Trust is an interesting emotion (is it an emotion? If it’s not quantified, it it’s not a physical mass or waveform, it must be a fiction we invest, a kind of imagined currency?) in that it can be invested earned and squandered not only by people, but by inanimate objects too: i trust that my phone will store my photos, i trust my house will not fall down, i trust that water will come out of my tap when i turn it on. Indeed, i trust these things so much that i have no backup plan: if the telephone network goes down, i’m reduced to two tin cans and a length of string.
So 75% of respondents feel that trust in an organisation is different from trust in people, but i wonder how they act differently as a result of that: do the people who feel it’s different act differently, or do they simply report that they feel differently. Do they have a different expectation when they turn the tap on, or simply instinctively feel that ‘trust’ in people is a different thing, even if they act no differently when the ‘thing’ is a tap?
I could hypothesise that the experience of trust has changed the outlook: we know already that a majority of people have no or low trust in the organisation they work for, so they seem to be buying into at least the notion that ‘trust’ in organisations exist, so does that now leave us thinking that it’s a different type of trust, or just a different quality of trust? Maybe that’s a more fruitful angle to follow: is it just that ‘trust’ in organisations is less good than that in people? Or better? My question (at this stage) is neutral on whether trust is ‘better’ or ‘worse’ when invested in an organisation. Maybe some of those 75% feel that Organisational trust is better, simpler, or simply easier to quantify?
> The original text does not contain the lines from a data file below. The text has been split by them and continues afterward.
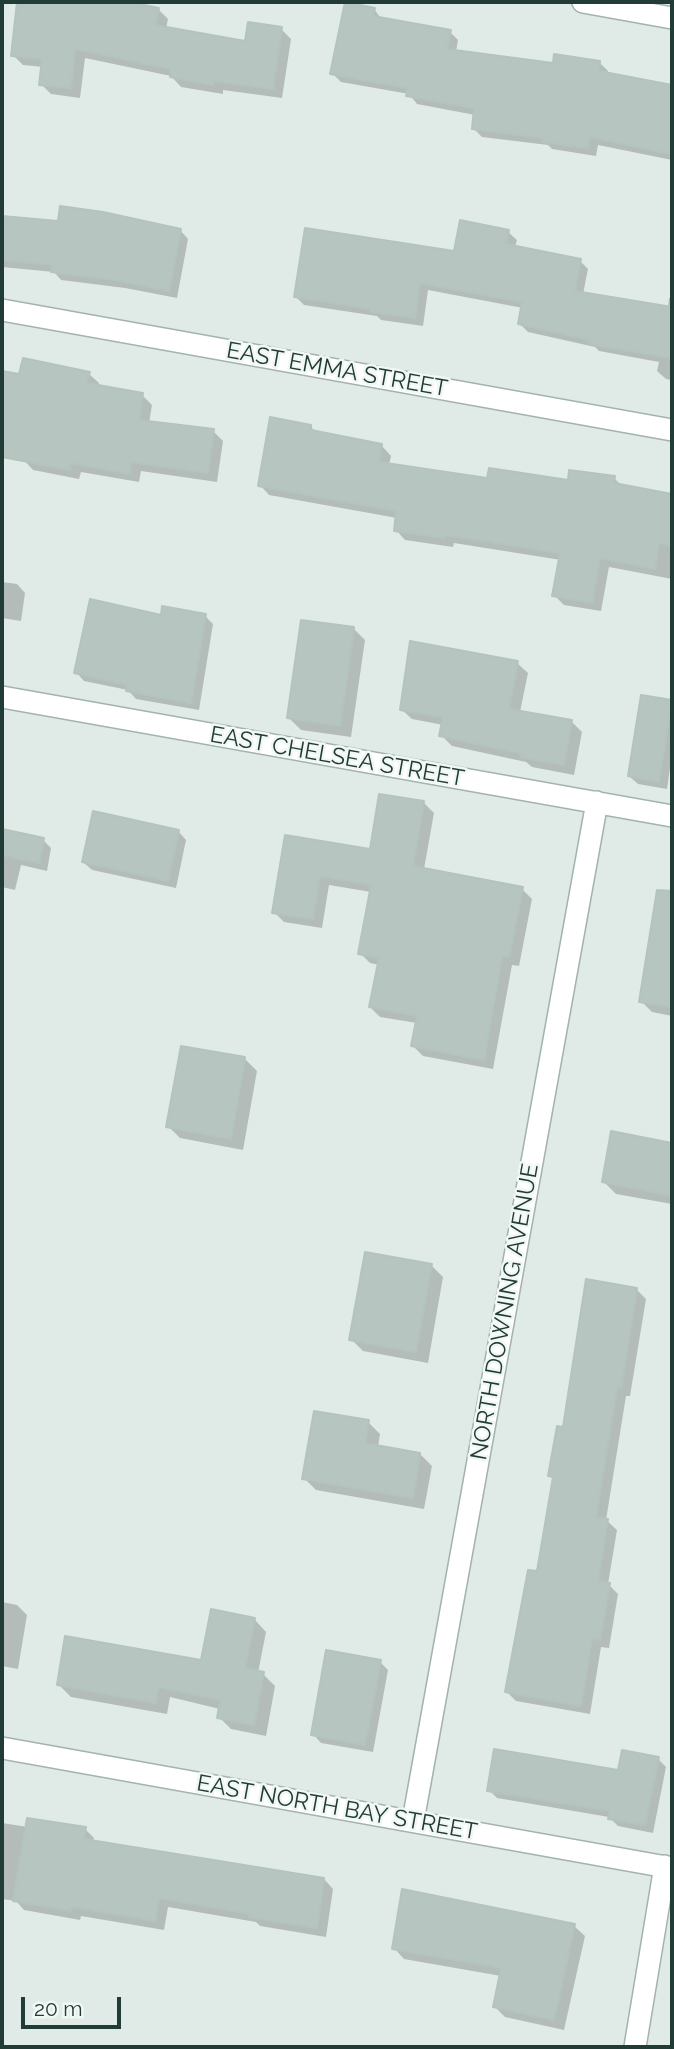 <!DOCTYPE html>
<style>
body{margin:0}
#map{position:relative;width:674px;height:2049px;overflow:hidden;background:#e0ebe7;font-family:Raleway,sans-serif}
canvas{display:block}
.frame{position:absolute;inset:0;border:4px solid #213b36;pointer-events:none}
.scale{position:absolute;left:21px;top:1997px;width:100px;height:32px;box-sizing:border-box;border:4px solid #213b36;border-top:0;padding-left:9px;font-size:21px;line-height:24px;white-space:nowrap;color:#213b36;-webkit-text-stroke:5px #f1f7f4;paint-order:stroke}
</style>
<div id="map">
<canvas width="674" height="2049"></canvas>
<div class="frame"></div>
<div class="scale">20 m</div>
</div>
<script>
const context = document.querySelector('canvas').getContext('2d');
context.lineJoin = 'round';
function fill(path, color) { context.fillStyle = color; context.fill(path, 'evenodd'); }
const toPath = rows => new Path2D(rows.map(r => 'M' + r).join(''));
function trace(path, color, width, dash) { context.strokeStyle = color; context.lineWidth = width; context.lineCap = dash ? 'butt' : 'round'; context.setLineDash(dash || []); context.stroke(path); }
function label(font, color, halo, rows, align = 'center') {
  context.font = font + ' Raleway,sans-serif'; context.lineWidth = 5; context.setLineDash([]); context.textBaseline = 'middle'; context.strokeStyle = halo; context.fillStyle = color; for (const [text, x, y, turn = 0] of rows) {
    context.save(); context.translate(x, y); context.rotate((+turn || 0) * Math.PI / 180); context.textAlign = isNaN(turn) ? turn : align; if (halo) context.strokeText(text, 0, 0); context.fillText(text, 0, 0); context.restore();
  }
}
const shadow = toPath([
 [19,2,120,2,158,9,168,19,166,29,247,43,281,29,291,39,282,98,223,90,223,94,181,87,171,76,85,58,80,98,51,94,41,84,43,67,23,65,13,55],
 [374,9,382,20,450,32,458,40,456,52,554,65,600,63,608,71,607,75,672,87,672,160,598,145,596,156,552,149,548,145,482,137,473,128,475,115,417,104,409,94,341,82,332,73],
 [2,217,180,230,188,239,177,298,125,288,61,280,54,272,2,267],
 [508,232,517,240,515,247,580,261,588,269,583,294,668,308,669,298,672,298,672,380,666,379,657,371,659,362,599,351,595,347,528,332,520,324,523,308,428,290,423,326,381,320,377,316,304,305,296,297,455,253],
 [2,373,21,376,89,374,99,383,98,386,142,395,152,405,149,423,213,431,223,441,217,482,141,471,139,482,81,472,79,479,33,470,23,459,2,456],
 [311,427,317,433,382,446,391,456,389,465,489,480,569,482,614,478,623,487,672,495,672,579,609,567,601,611,564,605,554,595,561,560,454,543,453,547,405,540,396,530,397,518,269,495,260,485],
 [2,582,17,584,25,593,21,621,2,618],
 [205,616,213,624,199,710,136,699,128,690,84,681,76,672,162,617],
 [353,628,365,640,351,737,301,730,289,718],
 [517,663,528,673,520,712,571,721,582,732,574,775,532,767,526,762,452,746,441,735,443,725,412,719,401,709],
 [671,702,672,754,667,789,638,784,629,776],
 [424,803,434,813,424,869,522,889,532,899,519,966,512,965,493,1069,423,1056,413,1046,417,1023,380,1017,370,1007,379,965,370,963,360,953,371,892,329,885,322,928,284,922,274,912,286,837,371,851],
 [2,831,43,840,51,848,47,871,21,865,15,890,2,887],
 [178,831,186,840,176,888,92,870,83,862],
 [656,907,672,910,672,1016,652,1012,641,1001],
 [245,1059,257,1071,243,1150,180,1138,168,1126],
 [613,1133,672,1144,672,1204,616,1194,604,1182],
 [431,1265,443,1277,428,1363,363,1351,351,1339],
 [636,1289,646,1299,630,1396,626,1396,606,1520,617,1530,608,1584,618,1594,609,1648,601,1647,590,1714,516,1701,506,1691,538,1573,555,1480,550,1476,564,1429],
 [368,1422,380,1434,378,1447,420,1454,432,1466,424,1509,316,1490,304,1478],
 [2,1602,17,1605,27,1615,18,1669,2,1666],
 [255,1620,266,1632,258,1673,263,1674,275,1686,266,1736,231,1729,219,1717,220,1709,170,1697,167,1714,71,1697,59,1685,203,1662],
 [380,1662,388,1670,373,1752,321,1743,313,1734],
 [658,1759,666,1767,653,1833,618,1826,609,1817,497,1798,489,1790,619,1772],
 [2,1823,28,1827,85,1829,94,1838,93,1843,324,1879,333,1889,326,1937,260,1926,256,1922,168,1907,164,1930,81,1916,80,1920,24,1910,16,1901,2,1899],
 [574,1926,585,1936,564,2030,505,2017,495,2007,501,1976,404,1959,394,1948]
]);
const building = toPath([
 [17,2,129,2,159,8,155,25,245,41,248,22,282,27,273,89,214,81,213,85,170,77,171,69,75,49,71,88,39,85,42,59,11,56,17,2],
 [345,2,375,8,373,16,451,30,447,49,553,63,554,54,600,61,599,71,672,85,672,154,590,137,588,148,542,142,542,138,472,129,474,108,406,96,408,88,330,74,345,2],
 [60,206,103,212,181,229,169,291,116,280,51,272,52,265,2,260,2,216,58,221,60,206],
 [460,220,509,230,506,244,581,259,575,291,672,307,672,358,589,344,590,340,518,324,522,302,420,283,415,318,371,312,371,309,294,297,305,228,454,251,460,220],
 [23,358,90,372,87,383,143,393,139,420,214,429,208,473,131,462,130,474,71,463,70,470,2,457,2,371,19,374,23,358],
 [270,417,311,425,311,430,382,444,379,462,487,478,489,468,568,480,569,470,615,476,614,483,672,494,672,546,659,543,655,569,600,558,592,603,552,596,560,553,445,535,444,538,394,531,396,511,258,486,270,417],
 [90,599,161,615,162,606,206,614,191,703,126,691,127,685,74,673,90,599],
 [301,620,354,627,340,726,287,718,301,620],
 [410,641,518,661,509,709,572,720,564,765,520,757,520,753,439,736,443,717,400,710,410,641],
 [641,695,672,700,659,782,628,776,641,695],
 [379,794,424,801,413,866,523,887,509,957,502,956,484,1060,411,1046,417,1016,369,1007,379,958,358,954,371,885,320,876,313,919,272,913,285,835,370,849,379,794],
 [93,811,179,830,168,881,82,862,93,811],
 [2,829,44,838,39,863,2,855,2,829],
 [657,890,672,891,672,1007,639,1002,657,890],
 [181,1046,245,1057,231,1139,166,1127,181,1046],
 [611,1131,672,1143,672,1196,602,1182,611,1131],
 [365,1252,432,1264,416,1352,349,1340,365,1252],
 [586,1279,637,1288,621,1388,617,1387,596,1517,608,1519,598,1581,610,1583,600,1640,592,1638,581,1706,505,1692,528,1570,537,1571,553,1477,548,1476,557,1426,563,1427,586,1279],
 [314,1411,369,1420,365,1443,420,1453,413,1498,302,1479,314,1411],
 [211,1609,255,1618,245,1668,264,1672,254,1725,217,1718,220,1700,158,1687,156,1703,57,1685,65,1636,201,1660,211,1609],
 [326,1650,381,1660,365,1745,311,1735,326,1650],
 [494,1749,618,1770,622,1750,659,1757,645,1825,608,1819,610,1811,487,1791,494,1749],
 [27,1818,86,1827,84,1839,324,1878,317,1928,249,1917,250,1914,159,1898,155,1921,72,1907,71,1911,13,1901,27,1818],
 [402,1889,575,1924,554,2020,493,2007,501,1968,392,1949,402,1889]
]);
const minor = toPath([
 [583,2,672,18],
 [2,310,672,430],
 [2,697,672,816],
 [2,1748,672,1868],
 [413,1821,597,802],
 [635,2047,665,1866]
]);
const streetNames = [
 ["EAST EMMA STREET",337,370,10],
 ["EAST CHELSEA STREET",337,757,10],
 ["NORTH DOWNING AVENUE",505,1312,-80],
 ["EAST NORTH BAY STREET",337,1808,10]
];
fill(shadow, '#0003');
fill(building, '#b6c5c0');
trace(building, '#b3c4be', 2);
trace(minor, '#a3b3ae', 24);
trace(minor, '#fff', 21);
label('23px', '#213b36', '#f1f7f4', streetNames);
</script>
If the 75% are right, and that ‘trust’ in organisations is fundamentally a different thing from ‘trust’ between two people, the what does that mean for the 25% who simply don’t see this: are they blinded by belief, unable to see the obvious?
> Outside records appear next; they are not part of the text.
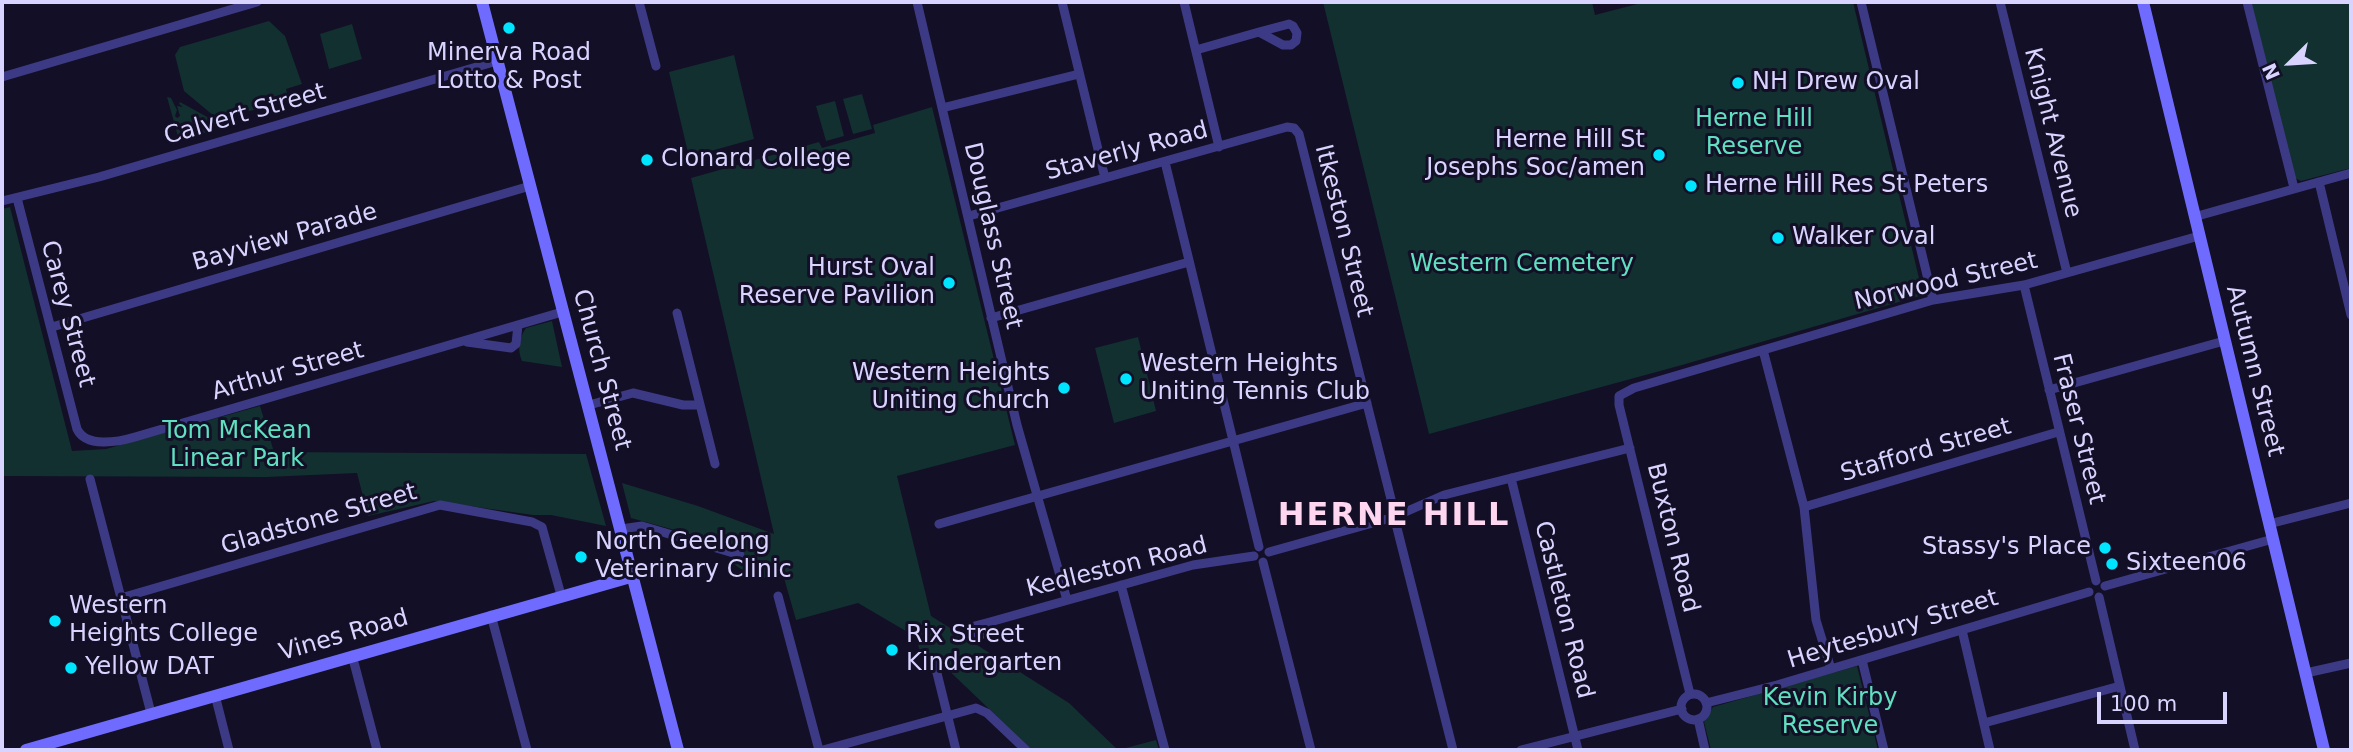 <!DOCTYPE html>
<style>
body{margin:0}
#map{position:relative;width:2353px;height:752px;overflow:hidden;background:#130f26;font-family:"DejaVu Sans",sans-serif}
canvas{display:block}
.frame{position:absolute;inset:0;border:4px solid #d9d4ff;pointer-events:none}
.north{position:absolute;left:2255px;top:28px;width:70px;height:70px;-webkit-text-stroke:5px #130f26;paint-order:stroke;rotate:246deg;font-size:19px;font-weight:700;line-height:28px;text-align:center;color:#d9d4ff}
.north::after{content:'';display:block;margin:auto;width:24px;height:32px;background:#d9d4ff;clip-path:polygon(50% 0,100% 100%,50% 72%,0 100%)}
.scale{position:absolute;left:2097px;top:692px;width:130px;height:32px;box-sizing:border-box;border:4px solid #d9d4ff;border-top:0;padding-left:9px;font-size:21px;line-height:24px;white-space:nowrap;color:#d9d4ff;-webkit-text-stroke:5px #130f26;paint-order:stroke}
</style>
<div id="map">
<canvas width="2353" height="752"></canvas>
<div class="frame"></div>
<div class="north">N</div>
<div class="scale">100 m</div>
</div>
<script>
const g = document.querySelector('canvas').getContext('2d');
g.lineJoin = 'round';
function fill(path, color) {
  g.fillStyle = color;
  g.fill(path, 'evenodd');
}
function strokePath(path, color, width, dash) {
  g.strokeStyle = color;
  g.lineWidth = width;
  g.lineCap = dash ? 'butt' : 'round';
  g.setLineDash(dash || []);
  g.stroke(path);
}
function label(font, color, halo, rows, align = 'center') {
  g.font = font + ' "DejaVu Sans",sans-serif';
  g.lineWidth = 6;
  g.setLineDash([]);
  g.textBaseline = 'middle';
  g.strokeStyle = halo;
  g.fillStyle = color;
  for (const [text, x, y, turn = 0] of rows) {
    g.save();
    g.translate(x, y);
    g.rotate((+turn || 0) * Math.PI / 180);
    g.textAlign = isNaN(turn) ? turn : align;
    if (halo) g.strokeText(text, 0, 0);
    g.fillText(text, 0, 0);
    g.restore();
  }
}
const green = new Path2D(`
 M1323,2h269l3,13 50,-13h208l70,293 -241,70 -253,69z
 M2251,2h100v166l-50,13 -6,-3z
 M269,21l16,15 17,48 -16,5 1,4c-26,18 -38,20 -69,20l-4,3 -30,-25 -9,-36 5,-8z
 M352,24l10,35 -33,10 -9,-35z
 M734,55l20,84 -65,18 -20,-85z
 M862,94l10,35 -19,5 -10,-35z
 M167,97l4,1 6,12 -2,6 2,2 3,-2 -3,-10 6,1 -4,-3 1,-2 38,21 -2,3h-5l3,4 -35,10z
 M835,101l9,35 -18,5 -10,-35z
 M932,107l83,338 -118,31 34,140 138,87 49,47 38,-10 3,10h-127l-90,-86 -19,-1 -7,-26 -58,-34 -62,17 -12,-42c-23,2 -39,-3 -56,-19l13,2 4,-6 -5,-7 -109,-30 -9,-35 76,23 76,28 -83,-356 128,-36 3,6 53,-15 -2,-8z
 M10,207l62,244 34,-2 154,-43 14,46 312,2 20,72 -55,-11h-18l-99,-14 -66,15 -11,-43 -90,4 -265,-1v-267z
 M552,321l10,46 -40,-6c-5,-11 -3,-23 4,-33z
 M1138,337l18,74 -42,12 -19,-75z
 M1857,666l21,84h-167l-7,-28 9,-15z`);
const street = new Path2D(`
 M639,2l17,64
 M917,2l100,423 50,175
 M1062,2l43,176
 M1184,2l35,145
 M1861,2l72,298
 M2000,2l67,271
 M2247,2l47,186
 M1289,24l4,2 4,7 -1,8 -5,4h-8l-24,-13z
 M1196,50l63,-18
 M2,77l255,-75
 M942,108l137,-34
 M1165,162l94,385
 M2319,182l32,133
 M17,198l60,231c9,19 41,13 58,8l427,-125
 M2,201l97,-24 398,-116
 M969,216l318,-89 7,1 5,6 94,373
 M2194,217l157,-44
 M2024,285l72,296
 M677,313l38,151
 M991,318l198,-56
 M52,327l478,-141
 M467,342l44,6 5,-4 2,-19
 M1763,350l41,157 12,113 15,49
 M2049,390l175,-49
 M589,405l44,-12 50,12h17
 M1511,478l67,272
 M90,479l61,234
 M1804,507l254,-75
 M1403,513l41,-18 186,-47
 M939,524l428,-121
 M1396,524l57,226
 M2269,524l82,-21
 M621,529l21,-3 98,29
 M1269,552l118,-33
 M1263,562l48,188
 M1121,585l44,165
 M2105,586l168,-47
 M778,596l41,154
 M2099,597l36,153
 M121,598l319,-93 92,17 10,5 19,68
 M491,615l36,135
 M990,622l-23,6 13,8 10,-14 203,-57 61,-9
 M1962,630l28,120
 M352,655l25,95
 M1862,660l22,90
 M935,665l21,85
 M2306,673l45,-10
 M1690,694l-71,-289v-9l15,-8 299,-88 91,-15 175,-49
 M1681 707a13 13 0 1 1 26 0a13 13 0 1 1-26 0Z
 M215,695l14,55
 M1706,703l71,-18 312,-93
 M1698,719l7,31
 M1984,723l136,-37
 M823,750l153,-42 11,5 39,37
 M1521,750l161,-41`);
const secondary = new Path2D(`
 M482,2l196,748
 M2143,2l181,748
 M26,750l608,-174`);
const markers = [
 [509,28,7,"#00e5ff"],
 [1738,83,7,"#00e5ff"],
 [1659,155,7,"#00e5ff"],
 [647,160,7,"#00e5ff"],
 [1691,186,7,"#00e5ff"],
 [1778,238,7,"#00e5ff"],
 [949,283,7,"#00e5ff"],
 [1126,379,7,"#00e5ff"],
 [1064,388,7,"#00e5ff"],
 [2105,548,7,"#00e5ff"],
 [581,557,7,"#00e5ff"],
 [2112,564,7,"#00e5ff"],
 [55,621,7,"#00e5ff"],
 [892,650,7,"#00e5ff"],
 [71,668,7,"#00e5ff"]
];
const poiNames = [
 ["Minerva Road",509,54,"center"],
 ["Lotto & Post",509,82,"center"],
 ["NH Drew Oval",1752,83],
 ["Herne Hill St",1645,141,"right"],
 ["Josephs Soc/amen",1645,169,"right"],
 ["Clonard College",661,160],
 ["Herne Hill Res St Peters",1705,186],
 ["Walker Oval",1792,238],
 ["Hurst Oval",935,269,"right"],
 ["Reserve Pavilion",935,297,"right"],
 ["Western Heights",1140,365],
 ["Uniting Tennis Club",1140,393],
 ["Western Heights",1050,374,"right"],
 ["Uniting Church",1050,402,"right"],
 ["North Geelong",595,543],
 ["Veterinary Clinic",595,571],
 ["Stassy's Place",2091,548,"right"],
 ["Sixteen06",2126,564],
 ["Western",69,607],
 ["Heights College",69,635],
 ["Rix Street",906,636],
 ["Kindergarten",906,664],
 ["Yellow DAT",85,668]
];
const streetNames = [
 ["Calvert Street",245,115,-16],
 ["Knight Avenue",2052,133,76],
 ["Staverly Road",1127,152,-15],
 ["Itkeston Street",1343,231,76],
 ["Douglass Street",992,236,77],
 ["Bayview Parade",285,238,-16],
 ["Norwood Street",1946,282,-13],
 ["Carey Street",67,314,75],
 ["Church Street",601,370,75],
 ["Autumn Street",2254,371,76],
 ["Arthur Street",288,372,-16],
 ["Fraser Street",2078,429,76],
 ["Stafford Street",1926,451,-16],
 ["Gladstone Street",319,520,-16],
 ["Buxton Road",1672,538,76],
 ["Kedleston Road",1117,568,-14],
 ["Castleton Road",1563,610,76],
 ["Heytesbury Street",1893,630,-17],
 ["Vines Road",344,636,-16]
];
const parkNames = [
 ["Herne Hill",1754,120],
 ["Reserve",1754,148],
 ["Western Cemetery",1522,265],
 ["Tom McKean",237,432],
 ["Linear Park",237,460],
 ["Kevin Kirby",1830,699],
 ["Reserve",1830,727]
];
const districtNames = [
 ["HERNE HILL",1394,517]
];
fill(green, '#12302f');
strokePath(street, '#3d3a85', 9);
strokePath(secondary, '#6f6bff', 12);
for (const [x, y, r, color] of markers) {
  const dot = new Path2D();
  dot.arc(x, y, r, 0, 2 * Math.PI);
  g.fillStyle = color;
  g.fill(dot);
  strokePath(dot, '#130f26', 2.5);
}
label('24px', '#d9d4ff', '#130f26', poiNames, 'left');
label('24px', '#d9d4ff', '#130f26', streetNames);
label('24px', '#5fe0c0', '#130f26', parkNames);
g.letterSpacing = '2px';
label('bold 32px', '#ffd6f0', '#130f26', districtNames);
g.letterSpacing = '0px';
</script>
The questions that are coming up in the next phase of the research will build out of some of these core notions: where we see strongly dominant responses, it may be that a clear consensus exists, or it may be that we are venturing into parts of the Landscape of Trust that we simply cannot see clearly, so resort to our deeply held beliefs, irrespective of the evidence. In some cases, we may be wilfully blind, because that convenience prevents us having to confront harder truths: for example, history shows us that organisations will cut people out at a moments notice. If we saw that behaviour in a friend, we would be wary, but we accept this fractured Social Contract from the organisation without a second thought.
Trust is complicated: this #WorkingOutLoud post is one of a series around the Landscape of Trust that i’m writing as i work on the diagnostic tool and baseline data.